Venezuelan Oil Output Continues Decline as Refinery Resumes Operations

Venezuelan crude exports on track for 70 year low as Washington continues to target tankers and shipping companies.

The Amuay refinery in Punto Fijo, western Venezuela. Amuay and Cardon form the Paraguana Refinery Complex, which is the third largest in the world. (Reuters/Carlos Garcia Rawlins)
The Amuay refinery in Punto Fijo, western Venezuela. Amuay and Cardon form the Paraguana Refinery Complex, which is the third largest in the world. (Reuters/Carlos Garcia Rawlins)

Mérida, June 18, 2020 (venezuelanalysis.com) – Venezuela’s oil production has fallen for a third consecutive month under pressure from US sanctions and contracted global demand.

The latest OPEC monthly report has the South American country’s May output at 570,000 barrels per day (bpd) according to secondary sources, down from 624,000 bpd in April. The figures reported directly by state oil company PDVSA reveal an even steeper fall, from 737,000 bpd in April to 573,000 bpd in May.

Venezuela’s crude production has fallen steeply from averages of 1.911 million bpd in 2017 and 1.354 million bpd in 2018, following the imposition of US financial sanctions against PDVSA in August 2017.

The industry was further hit with an oil embargo and a blanket ban on all dealings with the Venezuelan state in 2019. After falling for much of the year, production stabilized in the last quarter to bring the 2019 average to 796,000 bpd.

The US Treasury Department levied new measures against Venezuela’s oil sector in 2020, imposing secondary sanctions against two Rosneft subsidiaries, which forced the energy giant to shutter its Venezuela operations and transfer its assets to a Russian state-owned holding company. The Russian energy giant had been carrying as much as 60 percent of Venezuela’s output before rerouting it to other destinations.

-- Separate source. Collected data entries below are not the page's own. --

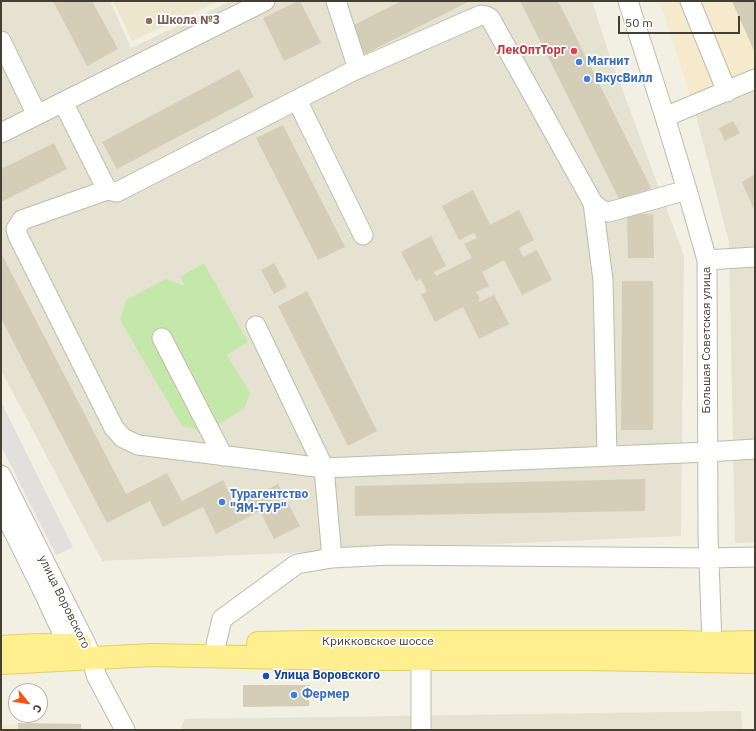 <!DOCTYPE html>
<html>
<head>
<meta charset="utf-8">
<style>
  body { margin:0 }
  #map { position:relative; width:756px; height:731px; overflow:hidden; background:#f2efe3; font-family:"IBM Plex Sans",sans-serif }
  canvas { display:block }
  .frame { position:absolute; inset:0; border:2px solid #443f33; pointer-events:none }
  .north { position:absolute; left:8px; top:683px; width:40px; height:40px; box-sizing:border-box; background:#fff; border:1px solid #b4b2ad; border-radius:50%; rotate:120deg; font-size:11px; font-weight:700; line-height:16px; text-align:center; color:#443f33 }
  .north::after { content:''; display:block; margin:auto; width:14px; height:18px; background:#ff530d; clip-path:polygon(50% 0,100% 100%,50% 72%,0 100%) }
  .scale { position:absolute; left:618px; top:16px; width:122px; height:18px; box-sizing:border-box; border:2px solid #443f33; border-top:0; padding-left:5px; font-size:12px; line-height:14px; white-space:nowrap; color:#443f33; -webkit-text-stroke:3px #fff; paint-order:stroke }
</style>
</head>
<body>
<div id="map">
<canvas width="756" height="731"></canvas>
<div class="frame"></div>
<div class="north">С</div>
<div class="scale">50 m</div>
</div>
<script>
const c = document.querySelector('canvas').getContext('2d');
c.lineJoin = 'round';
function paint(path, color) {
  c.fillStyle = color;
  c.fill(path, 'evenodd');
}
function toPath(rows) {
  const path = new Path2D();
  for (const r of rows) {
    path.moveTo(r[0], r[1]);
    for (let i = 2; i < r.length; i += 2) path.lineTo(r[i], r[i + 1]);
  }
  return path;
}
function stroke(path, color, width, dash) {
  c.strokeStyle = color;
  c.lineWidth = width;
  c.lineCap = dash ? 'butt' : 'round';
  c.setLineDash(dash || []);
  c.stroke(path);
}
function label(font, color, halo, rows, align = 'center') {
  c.font = font + ' "IBM Plex Sans",sans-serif';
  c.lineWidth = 3.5;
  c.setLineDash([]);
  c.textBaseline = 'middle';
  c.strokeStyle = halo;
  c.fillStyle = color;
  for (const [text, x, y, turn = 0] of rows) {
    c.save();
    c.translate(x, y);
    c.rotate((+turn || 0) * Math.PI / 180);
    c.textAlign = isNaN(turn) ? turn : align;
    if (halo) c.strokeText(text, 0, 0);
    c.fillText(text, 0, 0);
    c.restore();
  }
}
paint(toPath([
  [1,1,110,1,131,48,231,1,592,1,607,48,684,256,681,536,102,561,1,370],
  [755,86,755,542,735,543,729,242,695,112],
  [741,711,742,730,183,730,181,727,185,719]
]), '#e6e2d1');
paint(toPath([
  [660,1,755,1,755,75,693,105],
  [81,724,84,730,1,730,1,725]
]), '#f5eacc');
paint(toPath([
  [113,1,219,1,132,41]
]), '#ece7cc');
paint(toPath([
  [204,263,248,342,227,355,250,393,244,409,205,432,182,426,120,320,126,300,166,279,185,286,180,277]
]), '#c3e8aa');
paint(toPath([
  [1,402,73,547,56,555,1,446]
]), '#e2e0dc');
paint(toPath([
  [53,1,92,1,118,49,87,66],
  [298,1,300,1,321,43,284,61,263,18],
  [401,1,470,1,365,54,352,26],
  [520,1,558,1,651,188,621,203],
  [732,1,755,1,755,53],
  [239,69,254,97,117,169,102,142],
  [733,121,740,133,725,141,719,128],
  [283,125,345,247,318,260,256,138],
  [54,143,67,169,1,202,1,169],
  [755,174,755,212,742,182],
  [473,190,490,225,519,210,534,240,519,248,523,257,537,250,552,280,522,295,504,260,482,272,489,286,476,292,480,299,478,300,479,302,494,295,509,324,479,339,463,307,435,322,421,294,427,292,421,279,416,281,401,252,431,236,446,266,434,272,436,276,472,258,464,244,477,238,474,233,459,240,442,206],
  [627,214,653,214,654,258,628,258],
  [1,253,126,494,167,473,182,501,223,480,236,506,278,484,300,526,274,539,260,511,216,534,203,507,163,527,150,501,107,523,1,318],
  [274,263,287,287,274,294,261,270],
  [622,281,653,281,653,430,621,430],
  [307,291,377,431,348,446,278,306],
  [645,479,645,511,355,516,355,486],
  [243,685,310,685,309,706,243,707],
  [18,723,81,724,81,730,18,730]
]), '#d4cdb8');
const minor = toPath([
  [336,1,358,69],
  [628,1,665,117,687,190,707,260,708,535,712,643],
  [690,1,727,92],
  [1,41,37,115],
  [297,100,363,235],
  [63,102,107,190],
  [665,117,755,79],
  [1,133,265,1],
  [593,203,603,280,607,456],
  [707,260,755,257],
  [256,326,324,468,708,452,755,449],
  [162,338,223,456],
  [1,475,86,644,92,659,96,675,125,730],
  [1,506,43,591,68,645,75,657],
  [332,558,324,468,138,445,123,438,114,428,18,236,16,229,22,220,107,190,117,192,353,71,481,15,486,16,490,18,593,203,601,210,609,212,687,190],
  [216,644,222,619,297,564,332,558,390,555,709,558,755,557],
  [421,730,421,644]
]);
const major = toPath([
  [258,643,312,642,681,642,712,643,755,642],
  [1,647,36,645,68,645,80,644],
  [1,663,21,662,151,655,341,659,587,659,755,662]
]);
stroke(minor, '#c0bba8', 21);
stroke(major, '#e6d05d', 24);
stroke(minor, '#fff', 19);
stroke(major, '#ffef8f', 22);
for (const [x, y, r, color] of [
  [149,21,4,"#8d6e63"],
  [574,51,4,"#e0444e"],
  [579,62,4,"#3f7fe0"],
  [587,79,4,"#3f7fe0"],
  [222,502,4,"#3f7fe0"],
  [266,676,4,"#1a4fb4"],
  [294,695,4,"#3f7fe0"]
]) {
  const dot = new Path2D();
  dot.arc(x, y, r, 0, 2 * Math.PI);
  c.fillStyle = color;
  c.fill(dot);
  stroke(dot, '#fff', 1.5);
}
label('bold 12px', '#785e54', '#fff', [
  ["Школа №3",157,21]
], 'left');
label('bold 12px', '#be3a42', '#fff', [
  ["ЛекОптТорг",566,51]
], 'right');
label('bold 12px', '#366cbe', '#fff', [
  ["Магнит",587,62],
  ["ВкусВилл",595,79],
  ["Турагентство",230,495],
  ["\"ЯМ-ТУР\"",230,509],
  ["Фермер",302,695]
], 'left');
label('12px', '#443f33', '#fff', [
  ["Большая Советская улица",707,340,-90],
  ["улица Воровского",64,602,64],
  ["Крикковское шоссе",378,642]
]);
label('bold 12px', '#164399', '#fff', [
  ["Улица Воровского",274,676]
], 'left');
</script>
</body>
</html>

Most recently, Washington has taken aim at foreign shipping firms carrying Venezuelan crude in a bid to choke off Venezuela’s main source of hard currency earnings.

On June 2, the Treasury Department sanctioned four Greek shipping companies, driving tankers away from the country and sending freight rates soaring.

In response, the Union of Greek Shipowners met with the US ambassador to the country this week, pledging to comply with the punitive sanctions regime.

S&P Global has reported that more sanctions are likely as the Trump administration has its scopes trained on some 50 more tankers that have either loaded from Venezuela or carried Venezuelan crude by way of ship-to-ship transfers.

The unilateral US measures have caused Venezuelan oil exports to plummet by 28 percent in the first half of June, according to Reuters. Crude exports are reportedly on track to fall to their lowest level in 70 years.

US sanctions and Rosneft’s departure have also exacerbated fuel shortages in the South American country. In response, the Maduro government turned to Iran, which sent five fuel tankers in defiance of US threats. Tehran has vowed to continue supplying Caracas with gasoline.

Additionally, Iran has also collaborated with equipment and experts in repairing Venezuelan refineries. According to oil industry union sources, the Cardon refinery, part of the country’s largest refining complex, was reactivated last week and is currently processing 50,000 crude barrels a day out of a maximum 300,000 bpd capacity.

Venezuela’s fuel shortages have also prompted responses from other world leaders.

On Monday, Mexican President Andres Manuel Lopez Obrador announced that his government would be willing to sell gasoline to its Latin American neighbor.

“If [Venezuela] were to make the request and it were a humanitarian necessity, we would do it,” he said during a press conference.

Asked whether he would defy US sanctions to send fuel, Lopez Obrador responded, “…Mexico is an independent, sovereign country and we don’t meddle in the affairs of other countries… No one has the right to oppress others, no hegemonic power can crush another country,” he declared.”

On Thursday, the Treasury Department slapped sanctions on Mexican companies Libre Abordo and Schlager Business for engaging in oil-for-food agreements with Venezuela.

“The illegitimate Maduro regime created a secret network to evade sanctions, which Treasury has now exposed,” Deputy Secretary Justin G. Muzinich said in a statement.

The measures also targeted the owners of Libre Abordo and Schlager, Olga Zepeda and Veronica Esparza, and businessman Joaquin Leal, accused of having ties with Venezuelan government contractor Alex Saab, who was recently detained on a Washington-issued arrest warrant in Cape Verde. All three individuals are Mexican nationals.

Libre Abordo told Reuters that the “exchange of humanitarian aid with Venezuela should not be subject of sanctions” and that its lawyers would evaluate a response.

Ricardo Vaz reporting from Mérida and Lucas Koerner from Santiago de Chile.